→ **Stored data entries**
*** Block opens ***

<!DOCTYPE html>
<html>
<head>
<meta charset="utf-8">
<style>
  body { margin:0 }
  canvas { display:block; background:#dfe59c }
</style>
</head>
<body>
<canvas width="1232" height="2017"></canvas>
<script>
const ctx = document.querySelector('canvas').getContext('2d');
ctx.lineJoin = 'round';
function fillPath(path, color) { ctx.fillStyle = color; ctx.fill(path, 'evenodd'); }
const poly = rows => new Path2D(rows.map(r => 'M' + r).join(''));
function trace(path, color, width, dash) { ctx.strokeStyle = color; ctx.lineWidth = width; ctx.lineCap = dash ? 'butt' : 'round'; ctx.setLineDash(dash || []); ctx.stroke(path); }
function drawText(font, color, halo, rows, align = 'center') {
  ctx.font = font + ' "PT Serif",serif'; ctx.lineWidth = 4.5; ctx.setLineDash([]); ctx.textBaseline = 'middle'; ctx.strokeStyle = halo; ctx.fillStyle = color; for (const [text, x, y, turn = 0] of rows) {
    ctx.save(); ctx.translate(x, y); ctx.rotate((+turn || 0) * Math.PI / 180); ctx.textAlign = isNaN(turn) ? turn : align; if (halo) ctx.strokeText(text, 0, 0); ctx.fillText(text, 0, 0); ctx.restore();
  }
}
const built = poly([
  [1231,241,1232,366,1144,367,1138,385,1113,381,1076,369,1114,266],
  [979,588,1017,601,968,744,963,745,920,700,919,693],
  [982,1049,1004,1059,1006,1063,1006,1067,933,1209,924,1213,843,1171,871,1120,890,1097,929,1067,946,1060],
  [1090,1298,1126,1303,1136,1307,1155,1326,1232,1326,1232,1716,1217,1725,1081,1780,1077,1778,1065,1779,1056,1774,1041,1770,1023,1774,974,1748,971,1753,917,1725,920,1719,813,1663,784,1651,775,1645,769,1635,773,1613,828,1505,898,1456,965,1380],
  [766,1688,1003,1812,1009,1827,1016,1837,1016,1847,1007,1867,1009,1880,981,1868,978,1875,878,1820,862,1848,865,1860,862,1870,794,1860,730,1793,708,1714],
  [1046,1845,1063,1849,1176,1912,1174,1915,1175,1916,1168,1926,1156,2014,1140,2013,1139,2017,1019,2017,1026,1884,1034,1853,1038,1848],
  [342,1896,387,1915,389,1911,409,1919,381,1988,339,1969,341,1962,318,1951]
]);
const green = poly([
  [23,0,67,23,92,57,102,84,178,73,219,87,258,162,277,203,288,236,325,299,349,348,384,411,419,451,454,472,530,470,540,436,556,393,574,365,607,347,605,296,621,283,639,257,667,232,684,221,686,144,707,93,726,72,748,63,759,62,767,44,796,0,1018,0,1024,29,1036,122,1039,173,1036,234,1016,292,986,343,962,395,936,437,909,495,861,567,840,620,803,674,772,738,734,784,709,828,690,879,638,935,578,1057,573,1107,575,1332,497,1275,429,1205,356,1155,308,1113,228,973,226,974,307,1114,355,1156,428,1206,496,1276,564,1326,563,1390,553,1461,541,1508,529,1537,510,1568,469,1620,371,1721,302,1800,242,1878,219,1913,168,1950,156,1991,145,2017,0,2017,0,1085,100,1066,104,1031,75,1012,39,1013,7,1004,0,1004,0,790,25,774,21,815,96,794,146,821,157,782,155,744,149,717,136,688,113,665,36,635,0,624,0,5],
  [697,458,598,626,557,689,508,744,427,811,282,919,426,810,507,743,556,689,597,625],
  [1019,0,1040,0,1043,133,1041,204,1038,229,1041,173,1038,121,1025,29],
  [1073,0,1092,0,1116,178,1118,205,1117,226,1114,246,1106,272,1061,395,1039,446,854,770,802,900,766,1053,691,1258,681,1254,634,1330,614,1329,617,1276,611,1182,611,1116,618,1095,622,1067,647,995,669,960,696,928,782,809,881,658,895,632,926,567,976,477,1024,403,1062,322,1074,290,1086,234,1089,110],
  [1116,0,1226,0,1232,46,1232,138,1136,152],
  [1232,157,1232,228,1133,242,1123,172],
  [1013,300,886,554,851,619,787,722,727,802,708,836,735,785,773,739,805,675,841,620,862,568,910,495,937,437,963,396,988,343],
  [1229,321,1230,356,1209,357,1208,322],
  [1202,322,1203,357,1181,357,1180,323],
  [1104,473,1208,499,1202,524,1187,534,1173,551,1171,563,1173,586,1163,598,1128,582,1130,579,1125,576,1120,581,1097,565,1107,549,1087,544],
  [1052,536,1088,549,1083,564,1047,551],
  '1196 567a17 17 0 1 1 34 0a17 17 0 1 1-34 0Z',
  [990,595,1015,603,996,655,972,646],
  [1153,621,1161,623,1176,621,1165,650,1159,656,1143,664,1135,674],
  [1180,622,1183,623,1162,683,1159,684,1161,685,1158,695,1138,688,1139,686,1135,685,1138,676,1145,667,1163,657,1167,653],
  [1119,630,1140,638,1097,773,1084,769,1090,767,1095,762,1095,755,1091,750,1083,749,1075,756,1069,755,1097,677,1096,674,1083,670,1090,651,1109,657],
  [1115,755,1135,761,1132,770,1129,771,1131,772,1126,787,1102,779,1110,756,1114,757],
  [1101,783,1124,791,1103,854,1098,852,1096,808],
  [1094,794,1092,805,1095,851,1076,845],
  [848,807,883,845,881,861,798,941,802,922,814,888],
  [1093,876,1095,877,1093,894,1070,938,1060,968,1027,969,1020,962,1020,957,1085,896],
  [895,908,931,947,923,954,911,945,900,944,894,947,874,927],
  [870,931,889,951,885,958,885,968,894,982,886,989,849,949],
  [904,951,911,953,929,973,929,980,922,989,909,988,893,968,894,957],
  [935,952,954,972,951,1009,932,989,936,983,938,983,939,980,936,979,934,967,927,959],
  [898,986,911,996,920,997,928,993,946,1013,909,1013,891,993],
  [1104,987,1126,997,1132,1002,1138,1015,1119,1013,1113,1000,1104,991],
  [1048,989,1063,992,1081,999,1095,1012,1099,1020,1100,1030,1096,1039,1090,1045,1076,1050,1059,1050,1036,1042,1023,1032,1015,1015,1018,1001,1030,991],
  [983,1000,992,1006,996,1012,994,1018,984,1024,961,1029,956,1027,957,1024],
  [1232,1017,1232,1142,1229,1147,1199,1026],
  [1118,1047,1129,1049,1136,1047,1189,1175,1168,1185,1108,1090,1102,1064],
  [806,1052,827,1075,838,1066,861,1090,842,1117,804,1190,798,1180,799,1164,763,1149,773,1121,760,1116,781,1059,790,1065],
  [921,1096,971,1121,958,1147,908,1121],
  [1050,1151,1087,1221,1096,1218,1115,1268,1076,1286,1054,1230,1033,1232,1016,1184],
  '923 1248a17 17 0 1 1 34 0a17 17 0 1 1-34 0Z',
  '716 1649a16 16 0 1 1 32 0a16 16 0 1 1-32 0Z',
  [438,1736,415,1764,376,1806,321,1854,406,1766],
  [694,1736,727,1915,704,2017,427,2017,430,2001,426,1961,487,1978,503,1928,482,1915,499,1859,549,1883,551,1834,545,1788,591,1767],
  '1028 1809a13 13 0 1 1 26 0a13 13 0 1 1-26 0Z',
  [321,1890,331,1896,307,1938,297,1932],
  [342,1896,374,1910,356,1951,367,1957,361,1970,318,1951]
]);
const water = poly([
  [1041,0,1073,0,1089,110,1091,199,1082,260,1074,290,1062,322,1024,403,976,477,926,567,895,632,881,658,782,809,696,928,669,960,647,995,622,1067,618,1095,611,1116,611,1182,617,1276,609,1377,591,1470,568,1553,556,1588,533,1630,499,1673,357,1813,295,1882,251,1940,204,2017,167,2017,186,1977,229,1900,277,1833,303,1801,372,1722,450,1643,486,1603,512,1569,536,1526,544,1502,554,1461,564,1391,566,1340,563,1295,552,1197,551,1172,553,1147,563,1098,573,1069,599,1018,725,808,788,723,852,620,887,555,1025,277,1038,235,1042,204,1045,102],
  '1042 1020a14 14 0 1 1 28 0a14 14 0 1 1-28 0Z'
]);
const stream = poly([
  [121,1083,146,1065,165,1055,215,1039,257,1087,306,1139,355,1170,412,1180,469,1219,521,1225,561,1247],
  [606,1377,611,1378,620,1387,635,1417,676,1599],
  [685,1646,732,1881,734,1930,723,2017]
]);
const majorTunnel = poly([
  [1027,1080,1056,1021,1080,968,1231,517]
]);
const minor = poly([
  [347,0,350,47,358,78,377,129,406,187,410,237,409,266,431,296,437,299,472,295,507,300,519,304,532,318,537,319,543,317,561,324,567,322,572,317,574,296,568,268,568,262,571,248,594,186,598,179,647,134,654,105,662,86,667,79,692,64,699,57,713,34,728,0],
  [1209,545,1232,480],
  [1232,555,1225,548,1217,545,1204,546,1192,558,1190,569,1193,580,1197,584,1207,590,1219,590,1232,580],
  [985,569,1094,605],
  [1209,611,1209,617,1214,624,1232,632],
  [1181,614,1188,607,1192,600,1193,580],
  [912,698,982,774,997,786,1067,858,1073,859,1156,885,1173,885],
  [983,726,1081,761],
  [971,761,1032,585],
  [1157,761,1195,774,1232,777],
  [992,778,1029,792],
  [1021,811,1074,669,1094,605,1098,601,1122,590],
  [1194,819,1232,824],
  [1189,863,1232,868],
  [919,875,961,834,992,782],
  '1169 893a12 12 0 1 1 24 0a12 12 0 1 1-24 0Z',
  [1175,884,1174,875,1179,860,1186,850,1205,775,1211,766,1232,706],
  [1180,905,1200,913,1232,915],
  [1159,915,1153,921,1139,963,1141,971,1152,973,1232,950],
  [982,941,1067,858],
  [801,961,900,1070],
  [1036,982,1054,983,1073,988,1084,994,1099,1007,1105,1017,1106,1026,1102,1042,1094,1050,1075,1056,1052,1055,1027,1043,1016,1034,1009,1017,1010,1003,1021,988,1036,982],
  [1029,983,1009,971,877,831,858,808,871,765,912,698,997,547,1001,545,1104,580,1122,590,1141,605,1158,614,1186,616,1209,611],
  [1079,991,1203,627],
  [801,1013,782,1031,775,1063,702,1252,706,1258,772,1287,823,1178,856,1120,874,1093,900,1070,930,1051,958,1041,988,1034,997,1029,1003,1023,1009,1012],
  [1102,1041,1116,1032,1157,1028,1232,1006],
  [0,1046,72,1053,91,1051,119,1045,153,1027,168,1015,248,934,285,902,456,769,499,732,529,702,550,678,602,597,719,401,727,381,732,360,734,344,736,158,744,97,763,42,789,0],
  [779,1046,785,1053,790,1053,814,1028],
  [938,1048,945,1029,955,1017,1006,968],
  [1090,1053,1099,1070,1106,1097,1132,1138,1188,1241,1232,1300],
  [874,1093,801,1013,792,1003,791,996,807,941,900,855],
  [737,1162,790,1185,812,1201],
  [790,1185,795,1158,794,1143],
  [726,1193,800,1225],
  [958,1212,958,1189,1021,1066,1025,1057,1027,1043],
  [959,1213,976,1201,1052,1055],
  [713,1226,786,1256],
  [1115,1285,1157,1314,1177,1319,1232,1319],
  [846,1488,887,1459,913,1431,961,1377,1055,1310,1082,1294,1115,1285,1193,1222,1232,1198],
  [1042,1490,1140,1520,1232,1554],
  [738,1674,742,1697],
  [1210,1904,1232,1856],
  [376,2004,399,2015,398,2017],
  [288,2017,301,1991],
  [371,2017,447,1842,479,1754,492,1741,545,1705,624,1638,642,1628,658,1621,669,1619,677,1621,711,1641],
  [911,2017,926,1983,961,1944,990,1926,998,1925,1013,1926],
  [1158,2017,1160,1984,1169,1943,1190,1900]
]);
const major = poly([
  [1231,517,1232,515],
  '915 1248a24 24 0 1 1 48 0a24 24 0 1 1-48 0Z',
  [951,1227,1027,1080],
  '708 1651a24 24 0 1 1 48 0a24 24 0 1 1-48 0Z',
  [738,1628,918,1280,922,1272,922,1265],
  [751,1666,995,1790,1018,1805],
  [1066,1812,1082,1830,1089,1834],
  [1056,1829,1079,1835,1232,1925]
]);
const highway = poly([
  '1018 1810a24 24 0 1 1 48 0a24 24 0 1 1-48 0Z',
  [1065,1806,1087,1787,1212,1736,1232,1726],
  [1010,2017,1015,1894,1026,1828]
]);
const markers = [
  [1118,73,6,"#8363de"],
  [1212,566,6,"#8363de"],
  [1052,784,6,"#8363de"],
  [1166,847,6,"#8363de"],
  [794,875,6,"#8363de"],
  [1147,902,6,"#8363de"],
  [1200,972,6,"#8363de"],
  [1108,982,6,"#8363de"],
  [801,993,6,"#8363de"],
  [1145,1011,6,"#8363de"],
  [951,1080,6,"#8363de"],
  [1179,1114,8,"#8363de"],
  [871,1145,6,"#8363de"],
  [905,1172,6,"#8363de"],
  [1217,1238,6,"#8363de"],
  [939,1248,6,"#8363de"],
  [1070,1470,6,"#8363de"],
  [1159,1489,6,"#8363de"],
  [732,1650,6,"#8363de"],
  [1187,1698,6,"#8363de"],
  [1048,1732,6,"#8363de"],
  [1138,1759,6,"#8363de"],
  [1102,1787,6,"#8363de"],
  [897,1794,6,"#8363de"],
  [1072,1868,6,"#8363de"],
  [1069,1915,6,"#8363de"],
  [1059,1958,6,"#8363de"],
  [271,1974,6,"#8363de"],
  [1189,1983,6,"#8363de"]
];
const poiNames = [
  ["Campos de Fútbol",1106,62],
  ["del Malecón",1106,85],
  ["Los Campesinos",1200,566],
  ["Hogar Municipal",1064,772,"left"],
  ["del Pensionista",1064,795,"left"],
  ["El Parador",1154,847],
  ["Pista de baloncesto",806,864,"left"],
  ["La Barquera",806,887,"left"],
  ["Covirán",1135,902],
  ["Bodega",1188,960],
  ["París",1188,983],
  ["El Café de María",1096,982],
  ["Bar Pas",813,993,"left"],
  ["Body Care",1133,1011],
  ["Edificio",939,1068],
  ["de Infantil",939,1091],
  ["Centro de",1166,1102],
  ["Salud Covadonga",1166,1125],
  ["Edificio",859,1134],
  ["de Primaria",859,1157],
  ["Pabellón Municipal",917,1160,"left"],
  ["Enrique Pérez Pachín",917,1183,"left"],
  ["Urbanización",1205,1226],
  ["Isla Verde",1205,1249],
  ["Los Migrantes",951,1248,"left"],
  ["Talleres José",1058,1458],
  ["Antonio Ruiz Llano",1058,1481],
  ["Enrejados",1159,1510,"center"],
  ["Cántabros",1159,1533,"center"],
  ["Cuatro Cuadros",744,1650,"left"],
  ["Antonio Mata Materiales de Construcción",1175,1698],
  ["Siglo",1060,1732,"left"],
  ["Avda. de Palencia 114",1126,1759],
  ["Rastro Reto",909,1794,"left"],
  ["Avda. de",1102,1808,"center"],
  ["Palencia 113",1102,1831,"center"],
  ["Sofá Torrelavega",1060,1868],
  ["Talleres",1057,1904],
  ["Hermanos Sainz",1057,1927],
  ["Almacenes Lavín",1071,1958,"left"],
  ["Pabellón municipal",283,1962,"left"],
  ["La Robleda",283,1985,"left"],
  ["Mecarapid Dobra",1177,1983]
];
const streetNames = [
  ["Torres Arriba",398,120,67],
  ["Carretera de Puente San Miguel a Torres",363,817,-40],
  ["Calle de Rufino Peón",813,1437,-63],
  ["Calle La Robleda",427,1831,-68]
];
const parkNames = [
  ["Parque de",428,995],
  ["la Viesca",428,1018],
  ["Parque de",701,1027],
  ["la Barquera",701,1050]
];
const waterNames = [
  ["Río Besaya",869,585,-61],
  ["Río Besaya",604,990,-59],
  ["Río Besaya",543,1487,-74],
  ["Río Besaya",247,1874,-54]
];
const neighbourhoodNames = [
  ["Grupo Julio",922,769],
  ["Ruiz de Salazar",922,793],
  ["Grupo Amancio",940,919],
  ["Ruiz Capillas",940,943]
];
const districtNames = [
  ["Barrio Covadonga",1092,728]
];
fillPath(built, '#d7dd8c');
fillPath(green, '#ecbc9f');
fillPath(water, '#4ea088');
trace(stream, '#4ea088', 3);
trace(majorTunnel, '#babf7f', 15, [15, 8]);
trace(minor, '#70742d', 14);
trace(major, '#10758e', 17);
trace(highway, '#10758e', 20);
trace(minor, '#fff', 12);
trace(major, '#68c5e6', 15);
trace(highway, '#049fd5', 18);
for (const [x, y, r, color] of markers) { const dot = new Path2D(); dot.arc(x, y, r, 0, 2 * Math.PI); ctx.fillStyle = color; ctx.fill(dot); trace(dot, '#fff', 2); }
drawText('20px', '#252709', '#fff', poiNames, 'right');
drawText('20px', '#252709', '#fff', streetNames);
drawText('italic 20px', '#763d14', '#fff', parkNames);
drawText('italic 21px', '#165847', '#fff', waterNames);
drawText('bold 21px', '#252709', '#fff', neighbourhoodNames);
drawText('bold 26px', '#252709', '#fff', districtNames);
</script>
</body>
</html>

*** Block closes ***

→ **Exercise prompt**
Copy each line of the preceding data that contains the string "turn".

→ **Your solution**
  ctx.font = font + ' "PT Serif",serif'; ctx.lineWidth = 4.5; ctx.setLineDash([]); ctx.textBaseline = 'middle'; ctx.strokeStyle = halo; ctx.fillStyle = color; for (const [text, x, y, turn = 0] of rows) {
    ctx.save(); ctx.translate(x, y); ctx.rotate((+turn || 0) * Math.PI / 180); ctx.textAlign = isNaN(turn) ? turn : align; if (halo) ctx.strokeText(text, 0, 0); ctx.fillText(text, 0, 0); ctx.restore();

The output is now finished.